No 5 Vicars’ Hill may look like a humble old home from the street, but the wide-ranging collections inside offer a fascinating portal to the past. Stroll along the row of Georgian houses known as Vicars Hill, many of them constructed by the 18th-century Archbishop Richard Robinson. Visit No 5 Vicars’ Hill to discover an expansive exhibit of historical artifacts, from Neolithic stone tools to early modern prints and medals.
This property, formerly a diocesan registry and then a residence, was refurbished and opened to the public by the Armagh Robinson Library in 2011. Admire its original interior features as you explore the various displays of library holdings. While the diocesan records have largely been removed, advice is available for visitors who would like to research deeper in the registry’s archives.
Every major era of Irish and European history is represented in the museum’s collection. See ancient Roman coins, Bronze Age weapons and a set of early Christian artifacts collected by Archbishop Gervais Beresford. Examine the 5th-century Armagh Ogham Stone, which is imprinted with parallel lines of the alphabet of the earliest known Irish language.
The Armagh Robinson Library holds an impressive collection of over 3,000 prints. Look for highlights on display, including art prints by William Hogarth. Appreciate the artistry of James Tassie’s engraved gems and rare casts of medals commissioned by Louis XIV to commemorate his reign.
Delve deeply into the story of Armagh. In addition to a sampling of documents once housed in the registry, the museum holds a series of historical maps and information panels on the city’s development and its archbishops. Head to the Robinson Room to see a 3-D model of the city.

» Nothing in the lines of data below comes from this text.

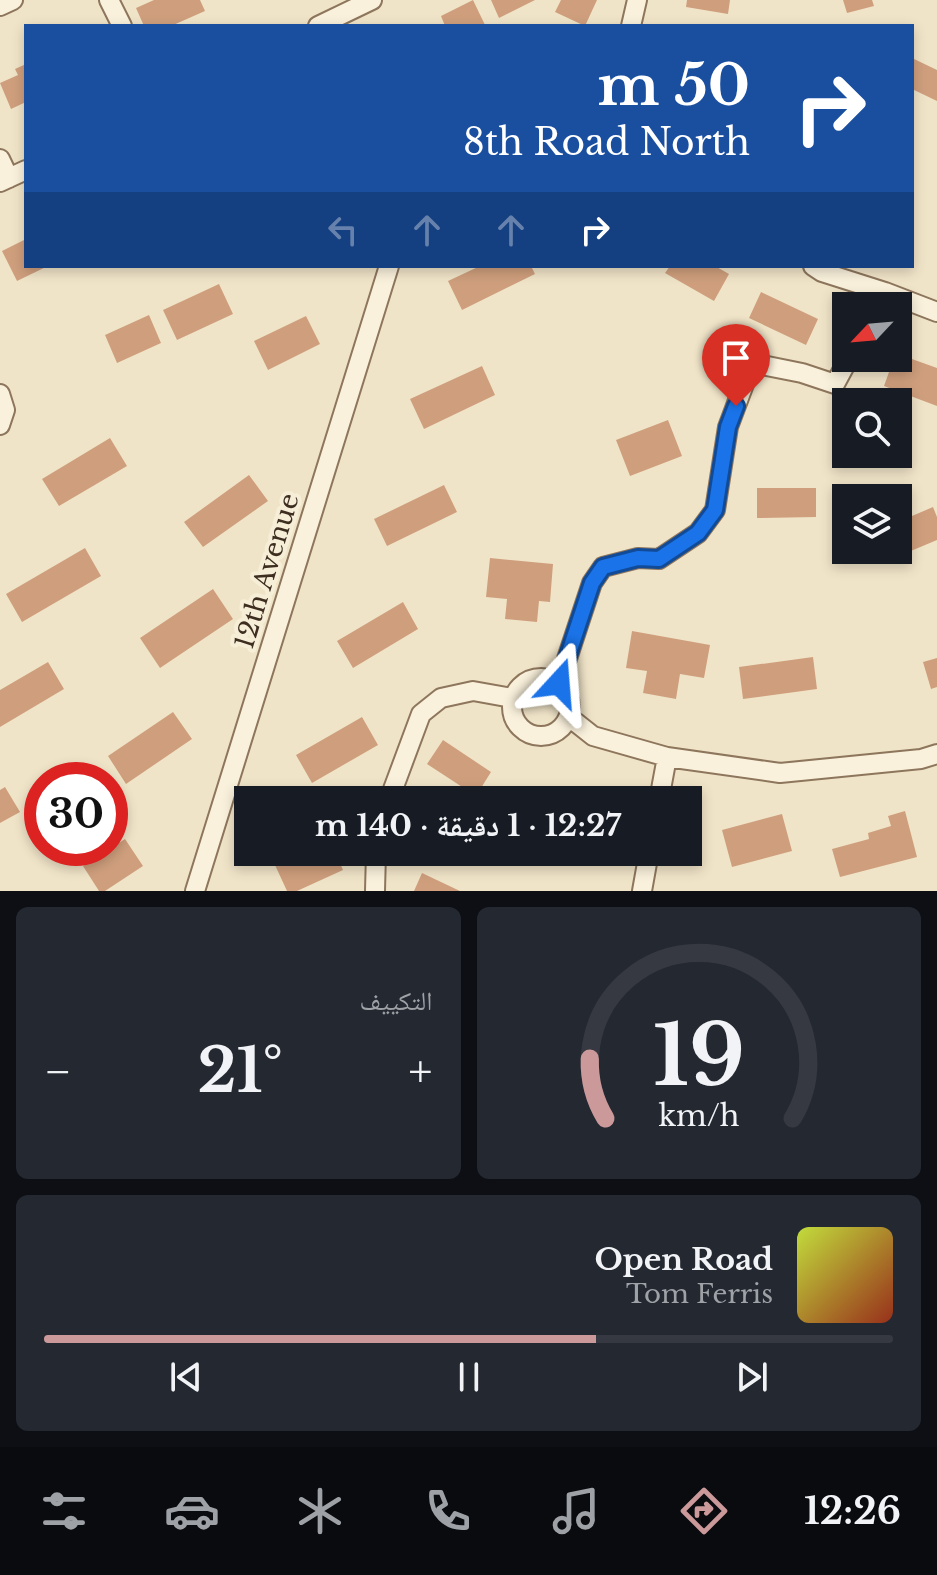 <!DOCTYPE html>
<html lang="ar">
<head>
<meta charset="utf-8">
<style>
	body { margin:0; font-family:"Libre Baskerville","Noto Naskh Arabic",serif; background:#242831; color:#f1f3f6; direction:rtl; height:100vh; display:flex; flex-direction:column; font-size:30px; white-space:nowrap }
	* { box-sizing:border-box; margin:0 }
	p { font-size:26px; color:#9ea1a6 }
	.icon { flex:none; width:44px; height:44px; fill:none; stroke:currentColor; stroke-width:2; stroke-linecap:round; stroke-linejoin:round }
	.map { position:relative; height:891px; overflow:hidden; direction:ltr }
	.drawer { display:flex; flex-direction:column; gap:16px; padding:16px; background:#0d0f14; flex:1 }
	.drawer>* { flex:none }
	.banner { position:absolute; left:24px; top:24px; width:890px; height:244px; border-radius:0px; box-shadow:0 4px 12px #0003; direction:rtl; background:#1a4fa0; color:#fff; overflow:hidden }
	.needle { width:52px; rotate:244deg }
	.fabs { position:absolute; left:832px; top:292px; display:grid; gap:16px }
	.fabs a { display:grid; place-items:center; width:80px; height:80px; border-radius:0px; background:#171b24; box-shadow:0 4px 12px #0003; font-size:40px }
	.speed { position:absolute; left:24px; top:762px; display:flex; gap:16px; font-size:40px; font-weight:700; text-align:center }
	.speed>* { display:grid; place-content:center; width:104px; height:104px; border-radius:50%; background:#171b24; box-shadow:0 4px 12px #0003; line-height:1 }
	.speed .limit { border:12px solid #d22; background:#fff; color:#111 }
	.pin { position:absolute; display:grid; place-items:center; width:68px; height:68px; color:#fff; margin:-82px -34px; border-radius:50% 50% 50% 0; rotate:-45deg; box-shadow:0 0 8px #0007 }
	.pin .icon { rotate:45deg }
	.me { position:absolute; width:88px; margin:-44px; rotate:19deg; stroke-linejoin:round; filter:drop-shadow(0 0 6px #0008) }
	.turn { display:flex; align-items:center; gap:28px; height:168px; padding:0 32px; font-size:36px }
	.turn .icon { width:104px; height:104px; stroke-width:2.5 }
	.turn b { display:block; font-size:56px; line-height:68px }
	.lanes { display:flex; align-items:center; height:76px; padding:0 32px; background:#0003; justify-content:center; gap:40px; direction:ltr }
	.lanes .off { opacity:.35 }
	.big { font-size:60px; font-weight:700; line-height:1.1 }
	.drawer .widget { flex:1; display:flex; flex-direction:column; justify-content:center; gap:12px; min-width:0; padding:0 28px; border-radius:12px; background:#242831 }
	.drawer .dial { align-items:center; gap:0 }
	.dial svg { height:208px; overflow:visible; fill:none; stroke:#363941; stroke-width:7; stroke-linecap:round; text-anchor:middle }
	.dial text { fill:#f1f3f6; stroke:none }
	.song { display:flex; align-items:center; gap:24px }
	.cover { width:96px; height:96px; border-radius:12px; background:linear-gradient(135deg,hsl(70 70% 55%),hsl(10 70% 35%)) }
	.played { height:8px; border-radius:4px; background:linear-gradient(90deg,#cc999b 65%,#363941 65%) }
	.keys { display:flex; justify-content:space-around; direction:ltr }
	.heat { display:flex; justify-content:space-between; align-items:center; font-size:44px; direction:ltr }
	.drawer .tiles { flex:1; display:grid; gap:16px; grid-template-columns:1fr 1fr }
	.widget:last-child { grid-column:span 2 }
	.trip { position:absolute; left:234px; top:786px; width:468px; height:80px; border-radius:0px; background:#171b24; box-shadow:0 4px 12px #0003; font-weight:700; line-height:80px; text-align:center; direction:rtl }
	.tab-bar { display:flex; height:128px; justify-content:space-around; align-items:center; background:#090b0e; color:#9ea1a6 }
	.tab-bar .icon { width:56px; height:56px }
	.tab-bar .on { color:#cc999b }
	.tab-bar b { font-size:36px; color:#f1f3f6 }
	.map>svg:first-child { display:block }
</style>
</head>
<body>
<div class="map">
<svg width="937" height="891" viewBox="0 0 937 891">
	<rect width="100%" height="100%" fill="#f0e4c8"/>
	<path fill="#cf9f7d" d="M 154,0 L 200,0 L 205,11 L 171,26 L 144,26 L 136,8 Z
		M 473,0 L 485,25 L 445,26 L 441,16 Z
		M 491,0 L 535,0 L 499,18 Z
		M 561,0 L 597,0 L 585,26 L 555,12 Z
		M 687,0 L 730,0 L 728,14 L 686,7 Z
		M 843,0 L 872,0 L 874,6 L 847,13 Z
		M 912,58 L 937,70 L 937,101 L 912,89 Z
		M 26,64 L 26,102 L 11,109 L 0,83 L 18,75 L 15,69 Z
		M 26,239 L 26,266 L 48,266 L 17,281 L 2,251 Z
		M 480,266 L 531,266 L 535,274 L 462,310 L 448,281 Z
		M 670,266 L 715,266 L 729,274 L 714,301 L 665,273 Z
		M 219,284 L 233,314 L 177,340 L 163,310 Z
		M 761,292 L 818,319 L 806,345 L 749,318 Z
		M 149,315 L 161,343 L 117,363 L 105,335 Z
		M 306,316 L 320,344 L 268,370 L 254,341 Z
		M 898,354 L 937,368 L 937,406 L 884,386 L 894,358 L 898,358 Z
		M 482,366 L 495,395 L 424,429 L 410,399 Z
		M 668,420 L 682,456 L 630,476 L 616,440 Z
		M 110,438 L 127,466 L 59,506 L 42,479 Z
		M 249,475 L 268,501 L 203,547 L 184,522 Z
		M 444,485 L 457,512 L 387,546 L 374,519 Z
		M 757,488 L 816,488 L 816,517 L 757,518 Z
		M 933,507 L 937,517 L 937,540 L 887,561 L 882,550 L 898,550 L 898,522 Z
		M 85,548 L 101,576 L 22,622 L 6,594 Z
		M 490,558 L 553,564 L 550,602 L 539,601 L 537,622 L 505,619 L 507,599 L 486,597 Z
		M 213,589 L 233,619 L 160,668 L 140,638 Z
		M 403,602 L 418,629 L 353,668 L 337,641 Z
		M 632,631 L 710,645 L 704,678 L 680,674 L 676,699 L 643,693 L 647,671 L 626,668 Z
		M 813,657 L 817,689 L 743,699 L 739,667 Z
		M 937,658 L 937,687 L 931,689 L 923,662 Z
		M 48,662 L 64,689 L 0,727 L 0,690 Z
		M 173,712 L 192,739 L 126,784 L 108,756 Z
		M 362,717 L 378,745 L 312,783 L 296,755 Z
		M 443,740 L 491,772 L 476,796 L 427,764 Z
		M 5,787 L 20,812 L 0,823 L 0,790 Z
		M 551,789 L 610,798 L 610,800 L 550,800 Z
		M 905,811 L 917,857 L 840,877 L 832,849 L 869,839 L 868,833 L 891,826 L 888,816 Z
		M 782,814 L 792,851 L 732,867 L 722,830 Z
		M 125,839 L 143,866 L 105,891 L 99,891 L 83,866 Z
		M 303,852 L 335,852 L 343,870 L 297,891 L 287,891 L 275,865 Z
		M 422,873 L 460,891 L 414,891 Z"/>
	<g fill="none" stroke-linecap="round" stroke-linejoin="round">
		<g stroke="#8d765c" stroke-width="22">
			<path id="minor" d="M 109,0 L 122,26
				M 0,6 L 13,0
				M 318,26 L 372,0
				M 631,26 L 637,0
				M 0,159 L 9,178
				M 0,182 L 26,170
				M 813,266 L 822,272 L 885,292 L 937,312
				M 0,394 L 5,410 L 0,425
				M512 707a29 29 0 1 1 58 0a29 29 0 1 1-58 0Z
				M 559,683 L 592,583 L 603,567 L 638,558 L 659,559 L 698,533 L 715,510 L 728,427 L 752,363 L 802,373 L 835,384 L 849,358
				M 569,717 L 593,736 L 667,757 L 780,773 L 921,759 L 937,754
				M 389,800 L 421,714 L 441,698 L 473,691 L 512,698
				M 659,800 L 667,757
				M 195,891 L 389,266
				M 375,891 L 376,852
				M 642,891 L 649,852"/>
		</g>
		<use href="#minor" stroke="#faf1dc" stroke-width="18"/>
	</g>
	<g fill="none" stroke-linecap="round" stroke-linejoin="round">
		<g stroke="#114b97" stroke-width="20">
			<path id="route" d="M 559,683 L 592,583 L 603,567 L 638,558 L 659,559 L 698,533 L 715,510 L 728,427 L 736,406"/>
		</g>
		<use href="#route" stroke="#1a73e8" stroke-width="14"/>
	</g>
	<g text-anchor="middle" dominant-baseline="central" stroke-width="8" stroke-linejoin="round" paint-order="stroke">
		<g font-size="26" fill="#3d2e20" stroke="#f7eed8">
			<text transform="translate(267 571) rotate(-73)">12th Avenue</text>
		</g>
	</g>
</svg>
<div class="fabs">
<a><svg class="needle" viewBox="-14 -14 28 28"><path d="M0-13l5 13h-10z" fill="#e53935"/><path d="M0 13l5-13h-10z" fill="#9ea1a6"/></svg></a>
<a><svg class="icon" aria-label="search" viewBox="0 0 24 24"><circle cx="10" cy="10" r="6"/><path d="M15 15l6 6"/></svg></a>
<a><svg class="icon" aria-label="layers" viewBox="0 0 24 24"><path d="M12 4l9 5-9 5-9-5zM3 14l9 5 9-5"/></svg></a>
</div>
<div class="speed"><div class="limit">30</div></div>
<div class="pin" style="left:736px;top:406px;background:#d93025"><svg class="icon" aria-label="arrive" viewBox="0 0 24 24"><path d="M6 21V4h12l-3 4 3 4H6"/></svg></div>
<svg class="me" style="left:559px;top:683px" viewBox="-20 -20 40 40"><path d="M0-17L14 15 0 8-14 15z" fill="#1a73e8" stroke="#fff" stroke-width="4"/></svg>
<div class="trip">12:27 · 1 دقيقة · 140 m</div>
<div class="banner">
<div class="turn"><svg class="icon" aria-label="right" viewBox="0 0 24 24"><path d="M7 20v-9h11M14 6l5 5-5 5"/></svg><div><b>50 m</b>8th Road North</div></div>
<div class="lanes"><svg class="icon off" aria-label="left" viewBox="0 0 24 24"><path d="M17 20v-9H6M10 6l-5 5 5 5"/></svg><svg class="icon off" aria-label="ahead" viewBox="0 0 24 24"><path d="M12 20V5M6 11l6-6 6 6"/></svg><svg class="icon off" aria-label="ahead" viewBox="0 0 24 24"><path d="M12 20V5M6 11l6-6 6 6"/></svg><svg class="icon" aria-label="right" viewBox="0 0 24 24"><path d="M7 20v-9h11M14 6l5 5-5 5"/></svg></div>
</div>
</div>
<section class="drawer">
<div class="tiles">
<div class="widget dial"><svg viewBox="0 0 100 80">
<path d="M14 69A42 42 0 1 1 86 69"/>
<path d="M14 69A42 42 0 0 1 8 46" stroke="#cc999b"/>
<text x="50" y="56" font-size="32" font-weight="700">19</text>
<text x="50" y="72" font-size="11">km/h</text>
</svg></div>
<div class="widget"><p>التكييف</p>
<div class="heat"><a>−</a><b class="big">21°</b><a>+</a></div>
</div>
<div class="widget">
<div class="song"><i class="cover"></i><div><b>Open Road</b><p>Tom Ferris</p></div></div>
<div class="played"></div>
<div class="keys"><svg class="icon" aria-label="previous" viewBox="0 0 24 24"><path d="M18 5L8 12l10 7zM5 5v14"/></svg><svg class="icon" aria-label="pause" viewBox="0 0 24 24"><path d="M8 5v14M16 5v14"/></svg><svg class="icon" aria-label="next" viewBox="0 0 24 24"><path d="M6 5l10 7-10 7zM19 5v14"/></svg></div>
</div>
</div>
</section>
<nav class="tab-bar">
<b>12:26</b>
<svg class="icon on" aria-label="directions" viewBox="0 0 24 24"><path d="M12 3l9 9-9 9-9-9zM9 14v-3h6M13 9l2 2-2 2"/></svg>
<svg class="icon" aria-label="music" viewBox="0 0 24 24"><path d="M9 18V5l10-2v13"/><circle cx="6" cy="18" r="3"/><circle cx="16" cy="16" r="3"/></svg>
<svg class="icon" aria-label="phone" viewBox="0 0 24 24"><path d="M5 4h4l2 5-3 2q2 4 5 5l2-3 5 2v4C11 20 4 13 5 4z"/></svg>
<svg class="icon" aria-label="climate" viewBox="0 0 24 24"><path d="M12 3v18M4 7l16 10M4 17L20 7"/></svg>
<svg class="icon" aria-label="car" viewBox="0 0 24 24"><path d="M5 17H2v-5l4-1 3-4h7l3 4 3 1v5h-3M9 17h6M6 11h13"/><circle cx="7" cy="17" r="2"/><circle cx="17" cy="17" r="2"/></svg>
<svg class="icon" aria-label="filters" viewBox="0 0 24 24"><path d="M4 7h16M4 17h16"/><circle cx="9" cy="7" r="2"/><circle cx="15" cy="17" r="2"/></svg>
</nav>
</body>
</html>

Find No 5 Vicars’ Hill opposite St. Patrick’s Church of Ireland Cathedral. It’s a short walk here from the Armagh Robinson Library. Opening hours change seasonally, so check online in advance. The museum is free to enter, although donations are welcome. Guided tours are available for a small fee. Bring children along to engage with interactive displays such as writing in Ogham script or solving jigsaws of old prints.